As the use of smartphones and other mobile devices becomes more prevalent, we’ve grown accustomed to ‘capturing [and sharing] the moment’ on these devices using various apps like Instagram, WhatsApp, and Twitter. Think about spotting a celebrity or passing a witty billboard – we instinctively reach for our phones to share this information with others.
But what if these same instincts could also help facilitate real-time information sharing during an unfolding incident?
At the Secured Cities Conference a few weeks back, the technology that really caught my eye was a mobile app that enables first responders, security personnel, or just about anyone to communicate multimedia incident information . Various companies offered different versions of this app, which allows users to send an alert about an event, along with location information (X, Y, Z coordinates), and even images and videos of an incident scene.
The logic behind this seems to be that if responders know about a situation sooner and have access to rich, accurate, real-time information on the ‘what, where, when and why,’ situational awareness goes up and response time goes down.
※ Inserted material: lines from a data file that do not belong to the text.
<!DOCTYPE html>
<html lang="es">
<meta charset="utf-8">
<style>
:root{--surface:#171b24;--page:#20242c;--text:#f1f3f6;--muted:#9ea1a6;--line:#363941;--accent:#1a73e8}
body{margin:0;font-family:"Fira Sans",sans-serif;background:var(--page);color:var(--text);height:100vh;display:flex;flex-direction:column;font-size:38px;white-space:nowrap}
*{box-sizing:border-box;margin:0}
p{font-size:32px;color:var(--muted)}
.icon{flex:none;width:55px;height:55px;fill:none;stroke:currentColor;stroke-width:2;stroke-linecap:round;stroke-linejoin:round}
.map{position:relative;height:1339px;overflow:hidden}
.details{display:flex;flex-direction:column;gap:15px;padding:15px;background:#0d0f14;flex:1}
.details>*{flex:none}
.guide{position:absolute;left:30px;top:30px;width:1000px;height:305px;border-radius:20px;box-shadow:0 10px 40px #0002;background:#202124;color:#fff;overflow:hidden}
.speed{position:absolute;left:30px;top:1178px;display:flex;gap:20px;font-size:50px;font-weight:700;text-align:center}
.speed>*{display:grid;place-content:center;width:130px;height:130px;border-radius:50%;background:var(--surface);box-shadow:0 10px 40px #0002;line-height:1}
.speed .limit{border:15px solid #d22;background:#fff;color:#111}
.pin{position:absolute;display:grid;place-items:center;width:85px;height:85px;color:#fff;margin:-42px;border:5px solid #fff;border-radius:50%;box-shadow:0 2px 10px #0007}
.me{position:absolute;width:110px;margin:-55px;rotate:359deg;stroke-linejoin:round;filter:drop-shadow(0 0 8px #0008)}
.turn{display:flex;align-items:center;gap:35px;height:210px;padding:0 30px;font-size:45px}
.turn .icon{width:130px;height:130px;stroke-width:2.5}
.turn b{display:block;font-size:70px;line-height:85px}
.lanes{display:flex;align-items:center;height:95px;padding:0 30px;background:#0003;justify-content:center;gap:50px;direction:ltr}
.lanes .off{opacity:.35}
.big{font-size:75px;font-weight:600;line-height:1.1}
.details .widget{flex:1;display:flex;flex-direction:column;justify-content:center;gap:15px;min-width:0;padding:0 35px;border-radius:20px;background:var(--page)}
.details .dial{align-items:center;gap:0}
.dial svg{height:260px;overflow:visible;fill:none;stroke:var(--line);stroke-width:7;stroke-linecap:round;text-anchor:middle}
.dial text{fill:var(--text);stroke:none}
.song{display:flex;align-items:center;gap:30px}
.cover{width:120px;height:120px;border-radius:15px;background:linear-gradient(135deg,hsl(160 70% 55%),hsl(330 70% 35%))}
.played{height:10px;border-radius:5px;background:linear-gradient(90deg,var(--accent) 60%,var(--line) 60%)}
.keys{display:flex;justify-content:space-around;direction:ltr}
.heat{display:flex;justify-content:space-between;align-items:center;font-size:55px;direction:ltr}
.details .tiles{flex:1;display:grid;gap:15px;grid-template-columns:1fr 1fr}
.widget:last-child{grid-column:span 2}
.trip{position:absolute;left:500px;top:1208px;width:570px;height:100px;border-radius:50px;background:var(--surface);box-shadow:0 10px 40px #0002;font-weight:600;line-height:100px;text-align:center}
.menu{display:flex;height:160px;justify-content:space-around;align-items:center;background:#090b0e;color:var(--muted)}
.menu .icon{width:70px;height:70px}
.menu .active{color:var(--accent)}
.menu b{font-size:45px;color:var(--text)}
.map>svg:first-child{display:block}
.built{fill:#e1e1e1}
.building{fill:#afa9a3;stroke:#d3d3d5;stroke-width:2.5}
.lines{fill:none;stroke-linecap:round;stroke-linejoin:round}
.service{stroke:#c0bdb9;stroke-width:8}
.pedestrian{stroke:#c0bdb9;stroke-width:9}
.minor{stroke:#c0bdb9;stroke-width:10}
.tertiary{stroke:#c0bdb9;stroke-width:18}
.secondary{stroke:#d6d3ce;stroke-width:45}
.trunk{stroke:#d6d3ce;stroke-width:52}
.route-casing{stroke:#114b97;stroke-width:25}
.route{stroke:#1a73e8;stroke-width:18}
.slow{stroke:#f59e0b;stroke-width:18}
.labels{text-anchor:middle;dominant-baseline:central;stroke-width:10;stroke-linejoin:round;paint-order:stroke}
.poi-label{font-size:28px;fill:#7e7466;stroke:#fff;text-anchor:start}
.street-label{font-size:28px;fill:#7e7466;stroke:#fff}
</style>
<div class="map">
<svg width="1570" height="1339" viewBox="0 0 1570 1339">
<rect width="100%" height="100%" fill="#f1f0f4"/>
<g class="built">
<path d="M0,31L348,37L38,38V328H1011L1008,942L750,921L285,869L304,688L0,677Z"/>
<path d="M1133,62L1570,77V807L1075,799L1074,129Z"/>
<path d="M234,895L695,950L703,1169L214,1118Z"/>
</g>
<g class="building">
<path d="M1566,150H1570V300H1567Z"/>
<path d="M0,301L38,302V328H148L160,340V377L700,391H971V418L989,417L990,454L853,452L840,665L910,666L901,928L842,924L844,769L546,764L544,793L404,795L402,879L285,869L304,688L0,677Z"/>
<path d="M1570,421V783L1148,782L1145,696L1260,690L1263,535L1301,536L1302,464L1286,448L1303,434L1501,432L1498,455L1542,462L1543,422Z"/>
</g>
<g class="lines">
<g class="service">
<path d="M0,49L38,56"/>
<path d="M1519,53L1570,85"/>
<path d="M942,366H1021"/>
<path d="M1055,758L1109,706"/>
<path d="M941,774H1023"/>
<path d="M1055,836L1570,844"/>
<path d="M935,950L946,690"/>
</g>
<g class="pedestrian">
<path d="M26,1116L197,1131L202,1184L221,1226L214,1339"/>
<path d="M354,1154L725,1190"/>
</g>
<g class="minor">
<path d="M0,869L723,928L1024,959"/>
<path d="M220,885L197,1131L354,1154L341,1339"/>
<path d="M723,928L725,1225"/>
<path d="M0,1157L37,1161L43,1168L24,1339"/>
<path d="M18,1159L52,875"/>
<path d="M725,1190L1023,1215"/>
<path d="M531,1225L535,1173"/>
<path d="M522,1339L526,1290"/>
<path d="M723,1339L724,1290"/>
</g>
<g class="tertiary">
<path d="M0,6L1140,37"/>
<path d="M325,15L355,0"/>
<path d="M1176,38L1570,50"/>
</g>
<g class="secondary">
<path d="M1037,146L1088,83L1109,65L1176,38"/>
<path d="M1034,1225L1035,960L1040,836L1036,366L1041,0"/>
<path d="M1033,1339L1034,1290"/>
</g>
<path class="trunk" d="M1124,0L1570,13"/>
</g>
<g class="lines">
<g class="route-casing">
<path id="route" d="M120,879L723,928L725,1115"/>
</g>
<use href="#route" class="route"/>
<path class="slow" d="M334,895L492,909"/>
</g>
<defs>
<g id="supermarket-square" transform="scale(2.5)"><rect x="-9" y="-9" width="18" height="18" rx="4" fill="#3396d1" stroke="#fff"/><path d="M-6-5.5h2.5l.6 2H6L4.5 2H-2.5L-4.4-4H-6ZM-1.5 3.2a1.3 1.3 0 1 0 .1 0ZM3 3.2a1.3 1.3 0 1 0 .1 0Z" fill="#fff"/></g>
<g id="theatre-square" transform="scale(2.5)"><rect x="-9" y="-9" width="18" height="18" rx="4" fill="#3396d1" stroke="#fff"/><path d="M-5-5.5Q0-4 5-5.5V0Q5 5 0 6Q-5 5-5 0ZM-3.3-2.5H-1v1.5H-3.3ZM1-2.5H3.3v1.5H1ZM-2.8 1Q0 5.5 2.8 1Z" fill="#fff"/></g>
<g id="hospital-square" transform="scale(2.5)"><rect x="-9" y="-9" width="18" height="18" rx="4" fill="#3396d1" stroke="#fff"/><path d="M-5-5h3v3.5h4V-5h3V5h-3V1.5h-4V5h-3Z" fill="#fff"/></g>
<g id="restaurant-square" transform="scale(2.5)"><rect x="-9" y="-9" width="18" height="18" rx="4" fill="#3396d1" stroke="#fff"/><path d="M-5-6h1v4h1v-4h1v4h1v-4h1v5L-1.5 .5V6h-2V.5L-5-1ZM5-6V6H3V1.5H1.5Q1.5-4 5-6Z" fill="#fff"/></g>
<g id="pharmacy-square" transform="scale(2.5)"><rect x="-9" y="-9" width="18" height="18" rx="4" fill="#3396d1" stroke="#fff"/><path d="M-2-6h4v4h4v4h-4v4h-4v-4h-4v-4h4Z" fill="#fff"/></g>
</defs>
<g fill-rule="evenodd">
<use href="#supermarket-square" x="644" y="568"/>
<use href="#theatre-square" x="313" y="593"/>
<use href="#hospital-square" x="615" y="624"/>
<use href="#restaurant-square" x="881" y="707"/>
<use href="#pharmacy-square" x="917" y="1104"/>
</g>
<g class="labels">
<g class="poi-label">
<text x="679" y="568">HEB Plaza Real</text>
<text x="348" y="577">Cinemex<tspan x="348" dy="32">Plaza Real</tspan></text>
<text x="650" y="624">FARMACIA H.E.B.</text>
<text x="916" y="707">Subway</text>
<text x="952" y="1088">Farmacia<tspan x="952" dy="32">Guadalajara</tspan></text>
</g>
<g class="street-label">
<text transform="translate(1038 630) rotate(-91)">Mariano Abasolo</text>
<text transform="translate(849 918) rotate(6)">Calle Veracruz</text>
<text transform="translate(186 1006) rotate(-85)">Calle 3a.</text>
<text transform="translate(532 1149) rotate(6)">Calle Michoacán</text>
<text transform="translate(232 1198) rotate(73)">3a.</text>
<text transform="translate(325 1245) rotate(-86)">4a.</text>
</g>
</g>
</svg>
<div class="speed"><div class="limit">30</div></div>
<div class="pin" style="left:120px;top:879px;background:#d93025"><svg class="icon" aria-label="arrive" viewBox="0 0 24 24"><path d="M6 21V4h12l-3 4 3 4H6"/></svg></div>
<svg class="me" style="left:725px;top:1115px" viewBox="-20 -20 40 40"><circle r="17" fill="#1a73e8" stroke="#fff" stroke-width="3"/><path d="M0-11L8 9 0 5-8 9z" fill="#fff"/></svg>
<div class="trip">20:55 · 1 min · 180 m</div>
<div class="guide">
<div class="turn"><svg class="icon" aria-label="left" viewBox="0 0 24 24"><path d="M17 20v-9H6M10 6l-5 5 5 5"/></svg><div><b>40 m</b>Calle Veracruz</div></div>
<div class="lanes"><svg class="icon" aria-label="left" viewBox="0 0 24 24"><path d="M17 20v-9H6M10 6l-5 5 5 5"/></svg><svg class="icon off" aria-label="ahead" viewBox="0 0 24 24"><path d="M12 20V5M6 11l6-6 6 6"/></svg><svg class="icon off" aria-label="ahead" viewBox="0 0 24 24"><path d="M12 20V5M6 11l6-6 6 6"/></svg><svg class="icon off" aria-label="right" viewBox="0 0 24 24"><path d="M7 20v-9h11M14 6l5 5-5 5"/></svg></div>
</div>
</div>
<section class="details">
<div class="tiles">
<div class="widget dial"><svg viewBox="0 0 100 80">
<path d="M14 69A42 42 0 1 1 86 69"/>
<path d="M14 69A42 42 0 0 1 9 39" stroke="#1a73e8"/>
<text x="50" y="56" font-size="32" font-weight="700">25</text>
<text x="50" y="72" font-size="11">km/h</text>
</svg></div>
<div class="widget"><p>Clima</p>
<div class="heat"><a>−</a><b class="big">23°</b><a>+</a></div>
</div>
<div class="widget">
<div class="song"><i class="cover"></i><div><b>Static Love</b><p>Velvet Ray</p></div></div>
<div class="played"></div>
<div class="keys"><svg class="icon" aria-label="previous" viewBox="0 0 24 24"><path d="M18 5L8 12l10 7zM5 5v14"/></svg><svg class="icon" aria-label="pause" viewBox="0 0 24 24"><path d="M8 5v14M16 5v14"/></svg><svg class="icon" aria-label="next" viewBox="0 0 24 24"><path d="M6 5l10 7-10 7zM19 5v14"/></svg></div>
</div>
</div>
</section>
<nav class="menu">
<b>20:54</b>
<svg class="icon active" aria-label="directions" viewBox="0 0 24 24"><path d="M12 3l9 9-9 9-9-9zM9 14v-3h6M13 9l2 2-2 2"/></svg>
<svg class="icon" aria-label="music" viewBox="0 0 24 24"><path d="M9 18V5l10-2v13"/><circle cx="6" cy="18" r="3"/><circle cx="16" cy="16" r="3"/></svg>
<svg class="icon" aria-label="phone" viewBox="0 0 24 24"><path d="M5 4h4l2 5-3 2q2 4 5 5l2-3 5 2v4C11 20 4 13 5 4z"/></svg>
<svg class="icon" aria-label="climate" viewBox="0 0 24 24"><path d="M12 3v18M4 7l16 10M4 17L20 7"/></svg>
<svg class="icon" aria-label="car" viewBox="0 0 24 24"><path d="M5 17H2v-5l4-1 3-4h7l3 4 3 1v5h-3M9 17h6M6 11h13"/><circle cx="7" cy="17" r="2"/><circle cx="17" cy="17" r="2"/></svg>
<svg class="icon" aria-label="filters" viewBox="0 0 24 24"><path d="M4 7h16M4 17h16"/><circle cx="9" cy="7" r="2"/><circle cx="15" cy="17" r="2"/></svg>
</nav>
I can see how this mobile app would be invaluable to cities, PSAPs, government and private organizations, and even ordinary citizens.
I’ve been immersed in developing NICE solutions to help PSAPs capture and manage multimedia communications for Next Generation 9-1-1 (NG9-1-1) for the past decade and I see this new trend as another positive step in the same direction. While NG9-1-1 will empower citizens to communicate with 9-1-1 centers in new ways, these apps, powered by Public Safety broadband and other delivery mechanisms, will extend multimedia communications even further, unlocking real-time collaboration and data flow far beyond the capacities of spoken communication.
Ten years ago, when multimedia communication was still a novelty in the public safety industry, it would have been hard to imagine the types of mobile apps on display at Secured Cities. Of course, I knew NG9-1-1 was coming. I knew that PSAPs would need a tool to capture and accurately reconstruct these complex multimedia communications. But no one could have predicted how far this would go.
It’s very exciting and affirming to see these types of developments, and I can’t wait to see what’s on tap at next year’s Secured Cities conference.